Zack held his ground in front of the core access gate, and for one stupid, stubborn second he waited for the world to remember what it was supposed to be.

A friend. A mission. A clean line you didn't cross.

Sephiroth stood on the other side of him like a final answer.

The mako below kept roaring through its open channels, blinding and alive, throwing green light up the catwalks until everything looked surgical—bones and shadows and metal ribs. Heat shimmered off it in thick waves that warped the distance, so the far scaffolding wavered like it was trying to decide whether to stay solid or become a mirage. The whole chamber felt like it was breathing through machinery, each exhale grinding.

Zack's palms were wet inside his gloves. Not fear-sweat. Not entirely. Condensation too—metal sweating under pressure, the air so hot it couldn't hold itself together. The catwalk beneath his boots had a slickness to it that made every small shift feel like a warning.

Sephiroth's gaze slid past him to the access gate again—patient, almost reverent.

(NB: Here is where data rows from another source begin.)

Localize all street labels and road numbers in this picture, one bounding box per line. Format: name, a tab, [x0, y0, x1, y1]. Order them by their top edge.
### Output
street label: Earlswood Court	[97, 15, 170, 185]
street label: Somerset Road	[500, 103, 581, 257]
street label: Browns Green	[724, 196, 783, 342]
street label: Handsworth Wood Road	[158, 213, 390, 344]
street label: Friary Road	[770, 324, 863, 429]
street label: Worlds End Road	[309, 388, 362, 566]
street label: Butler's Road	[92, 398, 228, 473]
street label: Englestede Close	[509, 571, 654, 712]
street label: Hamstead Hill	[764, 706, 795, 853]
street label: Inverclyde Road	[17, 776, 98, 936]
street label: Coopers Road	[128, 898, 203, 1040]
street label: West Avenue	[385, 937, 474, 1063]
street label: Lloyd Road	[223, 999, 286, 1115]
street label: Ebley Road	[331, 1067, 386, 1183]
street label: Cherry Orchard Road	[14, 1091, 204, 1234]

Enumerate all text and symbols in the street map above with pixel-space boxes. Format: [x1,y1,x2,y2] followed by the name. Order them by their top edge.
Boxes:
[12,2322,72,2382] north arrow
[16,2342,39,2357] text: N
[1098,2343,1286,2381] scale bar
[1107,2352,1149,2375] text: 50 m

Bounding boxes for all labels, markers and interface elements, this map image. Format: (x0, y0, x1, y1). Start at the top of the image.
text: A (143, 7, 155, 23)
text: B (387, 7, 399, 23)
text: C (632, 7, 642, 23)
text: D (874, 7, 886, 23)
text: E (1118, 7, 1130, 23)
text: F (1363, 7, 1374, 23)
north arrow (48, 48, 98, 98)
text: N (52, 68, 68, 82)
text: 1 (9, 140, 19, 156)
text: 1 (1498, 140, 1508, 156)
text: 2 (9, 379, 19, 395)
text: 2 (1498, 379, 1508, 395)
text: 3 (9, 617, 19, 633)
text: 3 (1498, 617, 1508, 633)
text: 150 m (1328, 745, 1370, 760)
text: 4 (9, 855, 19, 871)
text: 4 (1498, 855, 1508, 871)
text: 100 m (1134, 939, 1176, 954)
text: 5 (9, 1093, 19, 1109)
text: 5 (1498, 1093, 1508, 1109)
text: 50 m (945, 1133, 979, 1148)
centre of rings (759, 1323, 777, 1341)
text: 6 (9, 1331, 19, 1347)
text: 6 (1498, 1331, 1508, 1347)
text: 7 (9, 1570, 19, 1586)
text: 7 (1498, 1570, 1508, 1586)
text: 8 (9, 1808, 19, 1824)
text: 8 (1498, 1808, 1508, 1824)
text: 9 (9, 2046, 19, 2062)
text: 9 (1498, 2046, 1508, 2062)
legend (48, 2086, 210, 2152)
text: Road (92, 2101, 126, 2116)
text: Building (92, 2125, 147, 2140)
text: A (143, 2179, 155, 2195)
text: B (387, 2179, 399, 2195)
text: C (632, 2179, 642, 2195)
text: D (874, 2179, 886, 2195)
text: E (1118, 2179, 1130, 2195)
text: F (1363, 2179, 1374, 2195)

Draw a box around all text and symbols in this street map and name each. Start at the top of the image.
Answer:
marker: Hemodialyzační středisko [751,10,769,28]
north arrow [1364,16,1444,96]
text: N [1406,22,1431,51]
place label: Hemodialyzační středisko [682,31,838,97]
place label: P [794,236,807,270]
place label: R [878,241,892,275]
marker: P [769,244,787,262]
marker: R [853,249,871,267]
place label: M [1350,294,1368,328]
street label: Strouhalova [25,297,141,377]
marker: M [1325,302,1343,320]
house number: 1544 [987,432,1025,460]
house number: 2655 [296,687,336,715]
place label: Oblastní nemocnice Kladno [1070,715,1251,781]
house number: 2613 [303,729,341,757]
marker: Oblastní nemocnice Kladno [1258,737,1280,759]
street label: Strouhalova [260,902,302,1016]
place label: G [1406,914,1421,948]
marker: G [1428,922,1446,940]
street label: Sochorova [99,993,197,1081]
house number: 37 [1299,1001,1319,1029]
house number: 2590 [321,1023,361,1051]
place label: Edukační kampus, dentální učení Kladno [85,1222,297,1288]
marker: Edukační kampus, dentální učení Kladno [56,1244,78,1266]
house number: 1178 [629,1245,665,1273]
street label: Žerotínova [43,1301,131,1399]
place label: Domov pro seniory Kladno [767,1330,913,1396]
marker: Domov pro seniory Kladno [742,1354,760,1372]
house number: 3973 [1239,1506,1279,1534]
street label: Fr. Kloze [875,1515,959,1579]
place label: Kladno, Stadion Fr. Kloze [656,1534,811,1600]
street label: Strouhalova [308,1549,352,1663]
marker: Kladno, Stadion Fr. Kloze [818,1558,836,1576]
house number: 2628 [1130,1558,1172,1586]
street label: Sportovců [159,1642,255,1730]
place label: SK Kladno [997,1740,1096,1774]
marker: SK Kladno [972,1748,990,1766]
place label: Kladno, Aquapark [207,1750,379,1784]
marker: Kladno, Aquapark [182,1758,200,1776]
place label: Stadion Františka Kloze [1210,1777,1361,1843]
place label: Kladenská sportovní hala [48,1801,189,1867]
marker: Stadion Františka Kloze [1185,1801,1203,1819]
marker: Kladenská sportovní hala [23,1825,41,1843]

Zack lifted his chin. "Sephiroth."

The name didn't land the way it used to. It didn't snag him. It didn't pull him back. It just existed, bouncing off the calm in Sephiroth's face and falling uselessly into the roar.

Sephiroth's hand moved to the Masamune.

It wasn't rushed. It wasn't angry. It wasn't even dramatic.

It was ritual.

Gloved fingers settled on the hilt with the same care you'd use to touch something sacred, something you'd been taught to respect long before you understood why. Then the blade slid free—long and clean and impossible—and the sound it made wasn't a scrape so much as a note. A thin, bright line of music that cut through the engine-hymn below and made Zack's teeth ache.

The metal didn't just reflect the mako glow.

It drank it.

Zack's body reacted before his mind finished catching up. The Buster Sword came off his back like it weighed a lifetime—because it did, in a way—because Angeal's hand had been on it first, because promises had a mass, because legacy was heavy even when the steel was balanced.

He drew it with both hands, the blade's broad edge catching the green light in dull flashes, and when it cleared the sheath the air felt tighter—like the chamber itself had leaned in.

For a heartbeat, they just stood there.

Masamune, a surgeon's instrument.

Buster Sword, a door you slammed shut between the world and what it wanted to do to you.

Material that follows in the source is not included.